In the fan device according to one aspect of the present disclosure, a diameter of an inner peripheral surface of the base outer peripheral wall part is greater than the diameter of the outer peripheral surface of the hub outer peripheral wall part over an entire circumference.

In the fan device according to one aspect of the present disclosure, the hub body part has an exhaust port which penetrates in the direction of the axis.

In the fan device according to one aspect of the present disclosure, a gap part is provided between an inner peripheral surface of the motor base part and an outer peripheral surface of the hub.

In the fan device according to one aspect of the present disclosure, the housing includes a first housing and a second housing arranged in the direction of the axis, the first housing has an intake port which is open toward an upper side of the impeller, the second housing has a discharge port which is open toward a lower side of the impeller, and a part of an air flow which flows toward the discharge port from the intake port with rotation of the impeller is introduced into the motor base part from the gap part.

According to the fan device of the present disclosure, it is possible to increase fan efficiency while increasing cooling performance for constitutional elements.

BRIEF DESCRIPTION OF THE DRAWINGS

FIG. 1 is a cross-sectional view schematically showing a configuration of a fan device according to an embodiment of the present disclosure;

FIG. 2 is an enlarged cross-sectional view schematically showing the configuration of the fan device shown in FIG. 1;

FIG. 3 is a schematic view schematically showing the relationship between diameters of a base outer peripheral wall part of the fan device shown in FIG. 1 and a diameter of a hub outer peripheral wall part of the fan device shown in FIG. 1;

FIG. 4 is an enlarged cross-sectional view schematically showing an air flow in the fan device shown in FIG. 1;

FIG. 5 is a graph showing the relationship, in the fan device shown in FIG. 1, between a ratio of the outer diameter of a motor base part to the outer diameter of a hub and fan efficiency; and

FIG. 6 is an enlarged cross-sectional view schematically showing a configuration of a fan device according to another embodiment of the present disclosure.

DETAILED DESCRIPTION

Hereinafter, a fan device 1 according to an embodiment of the present disclosure will be described with reference to the accompanying drawings.

FIG. 1 is a cross-sectional view schematically showing a configuration of the fan device 1 according to the embodiment of the present disclosure.
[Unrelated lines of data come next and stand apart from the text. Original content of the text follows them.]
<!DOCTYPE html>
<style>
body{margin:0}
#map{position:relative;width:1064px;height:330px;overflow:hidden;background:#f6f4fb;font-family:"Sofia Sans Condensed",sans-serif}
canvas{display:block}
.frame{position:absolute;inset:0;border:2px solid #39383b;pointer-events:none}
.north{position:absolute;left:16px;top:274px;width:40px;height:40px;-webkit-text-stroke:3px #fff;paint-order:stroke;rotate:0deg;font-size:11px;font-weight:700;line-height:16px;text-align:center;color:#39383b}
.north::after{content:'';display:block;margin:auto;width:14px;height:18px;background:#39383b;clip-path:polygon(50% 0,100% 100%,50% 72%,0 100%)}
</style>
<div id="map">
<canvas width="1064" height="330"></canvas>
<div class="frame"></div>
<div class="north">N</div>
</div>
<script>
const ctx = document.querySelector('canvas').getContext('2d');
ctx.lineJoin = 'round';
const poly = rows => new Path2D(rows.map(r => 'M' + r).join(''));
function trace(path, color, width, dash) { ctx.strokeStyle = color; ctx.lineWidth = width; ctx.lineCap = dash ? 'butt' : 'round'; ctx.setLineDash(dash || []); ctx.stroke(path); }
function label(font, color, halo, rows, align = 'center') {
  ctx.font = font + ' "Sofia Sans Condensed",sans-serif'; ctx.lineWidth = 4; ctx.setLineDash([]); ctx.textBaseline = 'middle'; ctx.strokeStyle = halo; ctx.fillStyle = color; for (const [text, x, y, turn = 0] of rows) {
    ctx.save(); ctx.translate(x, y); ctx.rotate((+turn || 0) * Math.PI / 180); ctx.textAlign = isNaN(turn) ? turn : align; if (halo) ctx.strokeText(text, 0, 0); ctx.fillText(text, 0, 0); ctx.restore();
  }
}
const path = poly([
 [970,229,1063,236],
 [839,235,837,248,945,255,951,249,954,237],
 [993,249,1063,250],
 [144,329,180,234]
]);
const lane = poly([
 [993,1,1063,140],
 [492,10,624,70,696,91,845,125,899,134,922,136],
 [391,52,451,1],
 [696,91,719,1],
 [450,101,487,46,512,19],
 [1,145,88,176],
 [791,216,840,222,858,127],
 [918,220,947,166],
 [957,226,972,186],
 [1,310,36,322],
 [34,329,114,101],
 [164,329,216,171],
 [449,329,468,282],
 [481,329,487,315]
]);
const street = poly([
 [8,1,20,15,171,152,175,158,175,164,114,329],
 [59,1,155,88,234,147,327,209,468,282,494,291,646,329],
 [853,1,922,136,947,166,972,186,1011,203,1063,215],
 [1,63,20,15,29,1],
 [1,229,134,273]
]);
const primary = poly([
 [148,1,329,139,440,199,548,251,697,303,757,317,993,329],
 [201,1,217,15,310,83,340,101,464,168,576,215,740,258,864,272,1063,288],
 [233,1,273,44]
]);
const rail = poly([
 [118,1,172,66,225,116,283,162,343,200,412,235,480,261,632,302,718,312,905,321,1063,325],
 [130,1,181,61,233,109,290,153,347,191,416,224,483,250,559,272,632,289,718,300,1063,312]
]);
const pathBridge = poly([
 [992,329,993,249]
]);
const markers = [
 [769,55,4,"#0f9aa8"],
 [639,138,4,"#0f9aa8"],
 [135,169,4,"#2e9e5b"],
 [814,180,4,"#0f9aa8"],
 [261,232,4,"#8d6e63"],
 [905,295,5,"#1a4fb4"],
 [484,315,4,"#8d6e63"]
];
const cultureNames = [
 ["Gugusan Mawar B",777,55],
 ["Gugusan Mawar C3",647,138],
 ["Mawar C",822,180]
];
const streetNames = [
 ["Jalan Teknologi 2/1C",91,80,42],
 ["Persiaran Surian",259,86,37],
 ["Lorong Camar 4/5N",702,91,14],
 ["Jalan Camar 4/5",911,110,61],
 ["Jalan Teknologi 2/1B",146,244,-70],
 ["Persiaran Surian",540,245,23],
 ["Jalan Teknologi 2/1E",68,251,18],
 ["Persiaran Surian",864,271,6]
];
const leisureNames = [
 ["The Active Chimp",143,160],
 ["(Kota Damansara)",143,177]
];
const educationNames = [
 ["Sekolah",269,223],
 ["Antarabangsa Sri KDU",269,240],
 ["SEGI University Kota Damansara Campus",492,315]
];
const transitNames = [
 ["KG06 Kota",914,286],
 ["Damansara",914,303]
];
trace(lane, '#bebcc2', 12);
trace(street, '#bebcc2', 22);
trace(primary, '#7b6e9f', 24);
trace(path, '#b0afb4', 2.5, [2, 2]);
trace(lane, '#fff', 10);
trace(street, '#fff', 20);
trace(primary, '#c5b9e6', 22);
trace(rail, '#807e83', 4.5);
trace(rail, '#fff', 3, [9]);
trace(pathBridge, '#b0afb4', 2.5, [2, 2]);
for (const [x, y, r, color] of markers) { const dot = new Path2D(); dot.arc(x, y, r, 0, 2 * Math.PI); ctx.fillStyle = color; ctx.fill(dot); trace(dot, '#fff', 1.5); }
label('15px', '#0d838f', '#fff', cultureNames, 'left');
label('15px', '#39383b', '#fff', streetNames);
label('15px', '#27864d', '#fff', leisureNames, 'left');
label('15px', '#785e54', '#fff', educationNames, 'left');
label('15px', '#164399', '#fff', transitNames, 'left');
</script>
FIG. 2 is an enlarged cross-sectional view schematically showing the configuration of the fan device 1 shown in FIG. 1.

In the description made hereinafter, for the sake of convenience, a direction indicated by an arrow “a” in a direction of an axis x is taken as an upper side “a”, and a direction indicated by an arrow “b” is taken as a lower side “b”. Further, in a radial direction perpendicular to the axis x, a direction away from the axis x (a direction indicated by an arrow “c” in FIG. 1) is taken as an outer peripheral side “c”, and a direction toward the axis x (a direction indicated by an arrow “d” in FIG. 1) is taken as an inner peripheral side “d”. In the description made hereinafter, for the sake of convenience, a side shown in FIG. 1 is assumed as the side surface of the fan device 1. Further, in the description made hereinafter, for the sake of convenience, the side of the fan device 1 when the fan device 1 is viewed from the upper side “a” toward the lower side “b” is assumed as a front surface, and a side of the fan device 1 when the fan device 1 is viewed from the lower side “b” toward the upper side “a” is assumed as a bottom surface.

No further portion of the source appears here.